The Trichodesmium consortium: the marine N-cycle at the microscale?

About half of all of the carbon fixed in photosynthesis on Earth takes place in the oceans. Most of this occurs in those regions which are far from land and which are usually quite poorly provided with the plant nutrients required to fuel growth. In the most desert-like regions found in the tropical and subtropical oceans, some bacteria use sunlight for photosynthesis in just same way as the plants on land and are also able to exploit the abundant nitrogen present in the overlying atmosphere. This nitrogen-fixing process not only supports the growth of these bacteria under these hostile, nutrient-poor conditions but also adds this additional source of nitrogen to the oceans that then acts a fertilizer for other marine life.

The nitrogen-fixers are usually found in ocean regions where there is a deficit in the availability of other forms of nitrogen and so are at a particular advantage in these areas. The nitrogen deficit is due to other types of bacteria that remove nitrogen from the ocean in a process known as denitrification. Usually, these denitrifiers, as they are called, are only found to be active in deeper waters where the reduced availability of oxygen allows them to thrive under conditions where other life is usually quite sparse. We have found, though, that the denitrifiers and the nitrogen fixers seem to be able to live together nearer to the surface and, what is more, that they are both active in the cycling of nitrogen in the oceans.

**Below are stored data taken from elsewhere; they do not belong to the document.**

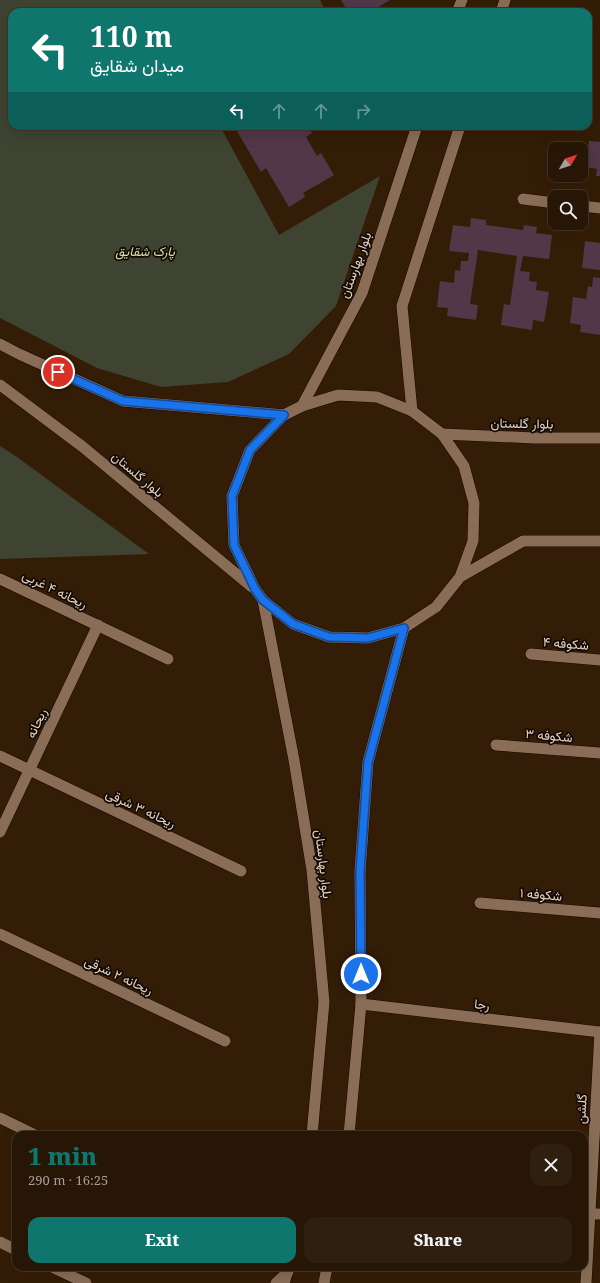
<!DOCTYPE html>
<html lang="en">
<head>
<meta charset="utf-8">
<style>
  :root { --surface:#271605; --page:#2f1f0f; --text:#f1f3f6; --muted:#a49f9a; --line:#433527; --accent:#0f766e }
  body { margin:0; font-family:"Noto Serif",Vazirmatn,serif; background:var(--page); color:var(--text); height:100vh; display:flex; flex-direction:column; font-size:15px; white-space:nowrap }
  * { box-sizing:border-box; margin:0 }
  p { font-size:13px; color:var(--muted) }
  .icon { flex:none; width:22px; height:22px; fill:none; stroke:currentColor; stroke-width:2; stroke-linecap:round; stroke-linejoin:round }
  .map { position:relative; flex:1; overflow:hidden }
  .panel { position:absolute; left:12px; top:1131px; width:576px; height:140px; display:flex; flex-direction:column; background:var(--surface); border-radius:12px; box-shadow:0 4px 16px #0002,0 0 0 1px var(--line) }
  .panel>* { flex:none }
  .banner { position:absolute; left:8px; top:8px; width:584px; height:122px; border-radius:12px; box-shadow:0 4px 16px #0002,0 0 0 1px var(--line); background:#0f766e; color:#fff; overflow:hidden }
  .needle { width:26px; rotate:51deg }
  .buttons { position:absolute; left:548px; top:142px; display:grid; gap:8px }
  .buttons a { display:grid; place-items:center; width:40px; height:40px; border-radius:8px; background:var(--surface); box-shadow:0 4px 16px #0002,0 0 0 1px var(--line); font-size:20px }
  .pin { position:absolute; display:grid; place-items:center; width:34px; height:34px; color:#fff; margin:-17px; border:2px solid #fff; border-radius:50%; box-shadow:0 1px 4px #0007 }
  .me { position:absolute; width:44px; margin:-22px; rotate:0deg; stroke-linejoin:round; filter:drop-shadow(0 0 3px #0008) }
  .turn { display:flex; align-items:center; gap:14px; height:84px; padding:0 16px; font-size:18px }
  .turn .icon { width:52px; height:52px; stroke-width:2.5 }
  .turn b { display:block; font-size:28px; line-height:34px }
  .lanes { display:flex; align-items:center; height:38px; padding:0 16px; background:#0003; justify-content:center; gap:20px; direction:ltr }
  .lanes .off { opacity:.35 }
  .round { display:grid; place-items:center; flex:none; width:42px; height:42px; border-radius:12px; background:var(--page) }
  .overview { display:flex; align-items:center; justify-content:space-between; height:68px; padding:0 16px }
  h1 { font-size:24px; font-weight:800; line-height:30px; color:var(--accent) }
  .primary-button { display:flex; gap:8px; margin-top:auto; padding:8px 16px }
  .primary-button a { flex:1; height:46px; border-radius:12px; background:var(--accent); color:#fff; font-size:16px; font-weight:800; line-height:46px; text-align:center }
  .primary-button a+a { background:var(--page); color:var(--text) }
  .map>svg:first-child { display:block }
  .green { fill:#3f4331 }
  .building { fill:#513748 }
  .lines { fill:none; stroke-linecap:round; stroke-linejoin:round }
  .minor-casing { stroke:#1b0600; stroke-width:12 }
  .tertiary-casing { stroke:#1b0600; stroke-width:12 }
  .secondary-casing { stroke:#1b0600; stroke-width:12 }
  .minor { stroke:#896d56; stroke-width:11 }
  .tertiary { stroke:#896d56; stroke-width:11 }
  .secondary { stroke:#896d56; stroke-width:11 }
  .route-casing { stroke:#114b97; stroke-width:10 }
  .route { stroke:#1a73e8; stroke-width:7 }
  .labels { text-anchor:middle; stroke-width:3.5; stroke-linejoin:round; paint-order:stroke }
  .park-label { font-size:13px; font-style:italic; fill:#d2e0a8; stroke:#140a03 }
  .street-label { font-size:13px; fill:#e4d4c8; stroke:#140a03 }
</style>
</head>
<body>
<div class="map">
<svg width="600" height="1283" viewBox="0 0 600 1283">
  <rect width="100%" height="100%" fill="#341d07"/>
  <!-- green -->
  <g class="green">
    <polygon points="0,0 320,0 326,12 12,12 12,126 220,126 279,235 380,176 336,306 289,354 228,382 161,387 97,368 0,318"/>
    <polygon points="0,446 17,457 149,554 0,559"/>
  </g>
  <!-- building -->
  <g class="building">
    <polygon points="341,0 390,0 370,12 348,12"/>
    <polygon points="234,126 311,126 308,127 312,133 306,137 317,156 321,153 334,175 303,193 305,197 289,207 266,168 261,172"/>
    <polygon points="589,141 600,142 600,176 596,176 597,169 586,167"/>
    <polygon points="471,218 486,220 486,225 523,230 524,225 537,227 536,233 552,235 549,259 523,256 520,271 530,272 529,281 537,282 536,290 549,292 544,322 533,320 532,330 501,325 504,304 510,305 517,256 478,250 470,304 478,305 476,320 447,316 448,308 437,307 440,281 454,283 455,270 460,271 461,261 468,261 469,253 449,251 453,225 470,227"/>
    <polygon points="585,241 600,243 600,270 582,268"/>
    <polygon points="593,277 600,278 600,335 580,332 581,325 570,323 573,297 586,299 588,286 592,287"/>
  </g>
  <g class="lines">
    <defs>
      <g id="minor">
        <polyline points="523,199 555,203"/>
        <polyline points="581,206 600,208"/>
        <polyline points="0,579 168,659"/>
        <polyline points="531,654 600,660"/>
        <polyline points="496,745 600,753"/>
        <polyline points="0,756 241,871"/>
        <polyline points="480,903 600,913"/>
        <polyline points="0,934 225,1041"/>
        <polyline points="361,1004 600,1032"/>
        <polyline points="0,1118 35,1135"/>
        <polyline points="590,1214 600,1214"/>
        <polyline points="586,1283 600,1032"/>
      </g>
      <g id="tertiary">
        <polyline points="0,832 98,625"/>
        <polyline points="0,1242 16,1250"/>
        <polyline points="52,1267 86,1283"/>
        <polyline points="276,1283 288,1272"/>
      </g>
      <g id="secondary">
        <polyline points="457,12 462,0"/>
        <polyline points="501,12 505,0"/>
        <polyline points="0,344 19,354 123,401 284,415"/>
        <polyline points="0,385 83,447 252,587"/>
        <polyline points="302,406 362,293 417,126"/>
        <polyline points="412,411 402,306 460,126"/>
        <polyline points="442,434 534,438 600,438"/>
        <polyline points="460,577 473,541 474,503 464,466 442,434 412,411 377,397 338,395 302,406 284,415 250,450 232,496 234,545 255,589 263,600 293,624 329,637 368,638 404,628 436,607 460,577 523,541 600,541"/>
        <polyline points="263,600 294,760 312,870 324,1002 312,1135"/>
        <polyline points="349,1135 361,1004 360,871 368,762 404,628"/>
        <polyline points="284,1283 289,1267"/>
        <polyline points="324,1283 327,1267"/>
      </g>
    </defs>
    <!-- minor casing -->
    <use href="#minor" class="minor-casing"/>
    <!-- tertiary casing -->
    <use href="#tertiary" class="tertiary-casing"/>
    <!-- secondary casing -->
    <use href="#secondary" class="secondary-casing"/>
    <!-- minor -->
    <use href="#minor" class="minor"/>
    <!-- tertiary -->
    <use href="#tertiary" class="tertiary"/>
    <!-- secondary -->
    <use href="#secondary" class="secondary"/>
  </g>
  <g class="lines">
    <defs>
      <polyline id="route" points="58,372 123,401 284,415 250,450 232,496 234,545 255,589 263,600 293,624 329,637 368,638 404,628 368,762 360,871 361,974"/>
    </defs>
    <!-- route casing -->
    <use href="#route" class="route-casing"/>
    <!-- route -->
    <use href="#route" class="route"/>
  </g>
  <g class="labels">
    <!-- park labels -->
    <g class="park-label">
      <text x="145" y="256">پارک شقایق</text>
    </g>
    <!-- street labels -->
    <g class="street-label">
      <text transform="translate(355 265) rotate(-70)" y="5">بلوار بهارستان</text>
      <text transform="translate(522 423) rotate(1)" y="5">بلوار گلستان</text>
      <text transform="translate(138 474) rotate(40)" y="5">بلوار گلستان</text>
      <text transform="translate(55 589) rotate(26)" y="5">ریحانه ۴ غربی</text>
      <text transform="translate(566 643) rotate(5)" y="5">شکوفه ۴</text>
      <text transform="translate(36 723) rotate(-65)" y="5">ریحانه</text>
      <text transform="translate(549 735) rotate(5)" y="5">شکوفه ۳</text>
      <text transform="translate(141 808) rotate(25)" y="5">ریحانه ۳ شرقی</text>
      <text transform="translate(324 864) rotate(83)" y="5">بلوار بهارستان</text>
      <text transform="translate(541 894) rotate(5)" y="5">شکوفه ۱</text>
      <text transform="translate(119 975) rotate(25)" y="5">ریحانه ۲ شرقی</text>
      <text transform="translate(482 1004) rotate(7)" y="5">رجا</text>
      <text transform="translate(581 1109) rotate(-87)" y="5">گلشن</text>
    </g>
  </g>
</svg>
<div class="buttons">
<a><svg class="needle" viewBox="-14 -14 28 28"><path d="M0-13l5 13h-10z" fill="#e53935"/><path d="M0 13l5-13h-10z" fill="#a49f9a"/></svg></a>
<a><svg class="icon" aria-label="search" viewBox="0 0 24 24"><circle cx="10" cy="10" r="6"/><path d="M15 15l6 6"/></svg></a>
</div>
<div class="pin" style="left:58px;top:372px;background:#d93025"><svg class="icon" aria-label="arrive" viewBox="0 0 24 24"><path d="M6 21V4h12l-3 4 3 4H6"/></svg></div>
<svg class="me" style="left:361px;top:974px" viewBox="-20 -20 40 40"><circle r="17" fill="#1a73e8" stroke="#fff" stroke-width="3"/><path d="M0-11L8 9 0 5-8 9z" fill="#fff"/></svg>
<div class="banner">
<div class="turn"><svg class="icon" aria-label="left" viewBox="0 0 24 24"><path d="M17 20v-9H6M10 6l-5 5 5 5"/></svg><div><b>110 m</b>میدان شقایق</div></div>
<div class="lanes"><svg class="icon" aria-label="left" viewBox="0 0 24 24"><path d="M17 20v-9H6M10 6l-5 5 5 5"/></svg><svg class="icon off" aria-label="ahead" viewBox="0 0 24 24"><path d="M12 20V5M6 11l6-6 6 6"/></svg><svg class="icon off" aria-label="ahead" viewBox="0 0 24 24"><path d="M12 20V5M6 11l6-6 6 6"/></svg><svg class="icon off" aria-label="right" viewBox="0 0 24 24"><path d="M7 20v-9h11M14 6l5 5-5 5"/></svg></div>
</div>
<section class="panel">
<div class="overview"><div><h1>1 min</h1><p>290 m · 16:25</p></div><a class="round"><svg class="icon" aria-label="close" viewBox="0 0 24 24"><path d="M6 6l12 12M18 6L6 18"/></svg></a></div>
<div class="primary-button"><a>Exit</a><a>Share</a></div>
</section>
</div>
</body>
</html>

The research to be carried out in this proposal is focussed on firstly putting names to these denitrifiers, so that we can recognise where they are found in the oceans, and secondly, on trying to find out what these bacteria might be doing within this newly discovered association. This is important because the oceans help to drawdown carbon dioxide from the atmosphere and the rates at which they do so depend on how fertile they are. If the denitrifiers are removing large quantities of nitrogen from the surface waters then this will affect the overall productivity of the oceans. We rely on the microscopic plants found in the ocean to lock away some of the extra carbon dioxide that is released to the atmosphere by the burning of fossil fuels. If their vital nitrogen supply is reduced by denitrification then this unfixed carbon dioxide will be left in the atmosphere to contribute to future global warming.

Another important facet of this research is that the powerful greenhouse gas nitrous oxide can be released in the denitrification process as well as being consumed. Not only does this gas warm the planet when it is vented to the atmosphere but it is also responsible for breaking down some of the ozone layer that filters out hazardous ultraviolet rays from the sun. We need to know also, therefore, what the likely scale of the impact of nitrous oxide cycling within this consortium of bacteria is and how it might be affected by future climate change.

By improving our understanding of the scale of nitrogen inputs and losses that might occur in the newly discovered bacterial association we should be in a better informed position to assess how significant the partners in the consortium are in the larger scale global nitrogen cycle that influences the fertility of the land as well as the oceans.

It is envisaged that the main beneficiaries of the research outside of the immediate scientific community are likely to be those regulatory authorities concerned with the management of the European coastal margins and the provision of safe bathing and recreational waters in these regions, and conservation agencies concerned with the biodiversity of these regions.

The coastal margins are under threat from environmental change and in particular from future warming and deoxygenation. Trichodesmium blooms have caused serious loss of amenity in Australian coastal waters in recent years by closing beaches due to the production of surface scums. Their association with epibiotic bacteria and other organisms has also been implicated in the production of potent toxins including those causing the neurological symptoms of paralytic shellfish poisoning. Scums washed onto beaches pose a further but underappreciated threat to health because they can be borne further inland on winds when desiccated following stranding.

Trichodesmium is already present in the warmer temperate waters of the southwestern approaches to the UK and is routinely found in summer months in western coastal margins influenced by currents flowing toward the UK from the Gulf Stream. This is not a new phenomenon but one that is likely to become more frequent as the marginal seas around the UK become warmer. Analogous to the fate of surface cyanobacterial scums in freshwater environments, the collapse of Trichodesmium blooms injects organic material into the sediments where it stimulates the respiratory activity of the microbial community and deoxygenation. If Trichodesmium blooms become more frequent in our marginal seas it is likely that these deoxygenation events will begin to impact on the benthic biodiversity of UK waters

The research planned is concerned most directly with the role of the epibiotic flora in nitrogen cycling in Trichodesmium but can be expected to have wider applications to those agencies charged with maintaining the health of UK coastal waters since it will inform on aspects of the biology of these associations. These associations are not just implicated in the production of harmful toxins but are also the inocula for microbial processes that take place within the water column and sediments as blooms decay.